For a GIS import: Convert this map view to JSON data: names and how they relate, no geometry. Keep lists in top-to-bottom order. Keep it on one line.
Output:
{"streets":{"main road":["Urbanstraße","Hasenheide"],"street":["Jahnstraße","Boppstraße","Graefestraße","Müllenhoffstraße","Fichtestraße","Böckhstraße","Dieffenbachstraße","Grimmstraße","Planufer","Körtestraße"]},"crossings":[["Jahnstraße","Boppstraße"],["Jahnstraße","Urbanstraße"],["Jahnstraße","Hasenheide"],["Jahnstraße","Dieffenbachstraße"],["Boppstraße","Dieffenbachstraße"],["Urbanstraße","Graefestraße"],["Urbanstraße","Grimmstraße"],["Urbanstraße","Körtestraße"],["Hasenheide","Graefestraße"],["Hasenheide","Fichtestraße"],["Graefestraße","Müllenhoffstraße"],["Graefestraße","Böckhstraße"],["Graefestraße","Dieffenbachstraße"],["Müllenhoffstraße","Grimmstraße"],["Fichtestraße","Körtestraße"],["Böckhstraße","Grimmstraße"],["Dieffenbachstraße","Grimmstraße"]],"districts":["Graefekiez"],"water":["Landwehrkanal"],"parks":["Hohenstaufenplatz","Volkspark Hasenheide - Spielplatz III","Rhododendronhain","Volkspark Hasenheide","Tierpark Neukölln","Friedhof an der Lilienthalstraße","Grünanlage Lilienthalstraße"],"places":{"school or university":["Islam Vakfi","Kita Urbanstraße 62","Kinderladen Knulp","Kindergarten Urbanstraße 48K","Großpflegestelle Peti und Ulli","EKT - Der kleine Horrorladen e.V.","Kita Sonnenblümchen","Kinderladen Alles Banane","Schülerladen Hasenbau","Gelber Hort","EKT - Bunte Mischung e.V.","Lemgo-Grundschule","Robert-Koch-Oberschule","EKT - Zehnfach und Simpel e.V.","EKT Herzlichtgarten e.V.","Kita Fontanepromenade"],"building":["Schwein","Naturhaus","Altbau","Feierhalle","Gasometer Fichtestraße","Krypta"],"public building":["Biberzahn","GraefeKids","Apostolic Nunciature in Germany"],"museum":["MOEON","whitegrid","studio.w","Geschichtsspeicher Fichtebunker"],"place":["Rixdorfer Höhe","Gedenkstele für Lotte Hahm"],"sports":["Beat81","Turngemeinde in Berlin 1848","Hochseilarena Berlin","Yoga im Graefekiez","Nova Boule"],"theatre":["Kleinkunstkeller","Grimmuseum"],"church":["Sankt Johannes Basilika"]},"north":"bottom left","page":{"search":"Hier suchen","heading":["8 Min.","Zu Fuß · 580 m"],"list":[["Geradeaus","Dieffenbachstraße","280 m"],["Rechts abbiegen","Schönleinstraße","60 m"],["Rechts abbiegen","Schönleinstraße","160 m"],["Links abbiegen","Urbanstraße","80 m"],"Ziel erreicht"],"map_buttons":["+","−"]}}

◇ ◇ ◇ ◇ ◇

## THE PROBLEM
The expected response is the full data, reproduced exactly.

## WRITTEN SOLUTION
For a GIS import: Convert this map view to JSON data: names and how they relate, no geometry. Keep lists in top-to-bottom order. Keep it on one line.
Output:
{"streets":{"main road":["Urbanstraße","Hasenheide"],"street":["Jahnstraße","Boppstraße","Graefestraße","Müllenhoffstraße","Fichtestraße","Böckhstraße","Dieffenbachstraße","Grimmstraße","Planufer","Körtestraße"]},"crossings":[["Jahnstraße","Boppstraße"],["Jahnstraße","Urbanstraße"],["Jahnstraße","Hasenheide"],["Jahnstraße","Dieffenbachstraße"],["Boppstraße","Dieffenbachstraße"],["Urbanstraße","Graefestraße"],["Urbanstraße","Grimmstraße"],["Urbanstraße","Körtestraße"],["Hasenheide","Graefestraße"],["Hasenheide","Fichtestraße"],["Graefestraße","Müllenhoffstraße"],["Graefestraße","Böckhstraße"],["Graefestraße","Dieffenbachstraße"],["Müllenhoffstraße","Grimmstraße"],["Fichtestraße","Körtestraße"],["Böckhstraße","Grimmstraße"],["Dieffenbachstraße","Grimmstraße"]],"districts":["Graefekiez"],"water":["Landwehrkanal"],"parks":["Hohenstaufenplatz","Volkspark Hasenheide - Spielplatz III","Rhododendronhain","Volkspark Hasenheide","Tierpark Neukölln","Friedhof an der Lilienthalstraße","Grünanlage Lilienthalstraße"],"places":{"school or university":["Islam Vakfi","Kita Urbanstraße 62","Kinderladen Knulp","Kindergarten Urbanstraße 48K","Großpflegestelle Peti und Ulli","EKT - Der kleine Horrorladen e.V.","Kita Sonnenblümchen","Kinderladen Alles Banane","Schülerladen Hasenbau","Gelber Hort","EKT - Bunte Mischung e.V.","Lemgo-Grundschule","Robert-Koch-Oberschule","EKT - Zehnfach und Simpel e.V.","EKT Herzlichtgarten e.V.","Kita Fontanepromenade"],"building":["Schwein","Naturhaus","Altbau","Feierhalle","Gasometer Fichtestraße","Krypta"],"public building":["Biberzahn","GraefeKids","Apostolic Nunciature in Germany"],"museum":["MOEON","whitegrid","studio.w","Geschichtsspeicher Fichtebunker"],"place":["Rixdorfer Höhe","Gedenkstele für Lotte Hahm"],"sports":["Beat81","Turngemeinde in Berlin 1848","Hochseilarena Berlin","Yoga im Graefekiez","Nova Boule"],"theatre":["Kleinkunstkeller","Grimmuseum"],"church":["Sankt Johannes Basilika"]},"north":"bottom left","page":{"search":"Hier suchen","heading":["8 Min.","Zu Fuß · 580 m"],"list":[["Geradeaus","Dieffenbachstraße","280 m"],["Rechts abbiegen","Schönleinstraße","60 m"],["Rechts abbiegen","Schönleinstraße","160 m"],["Links abbiegen","Urbanstraße","80 m"],"Ziel erreicht"],"map_buttons":["+","−"]}}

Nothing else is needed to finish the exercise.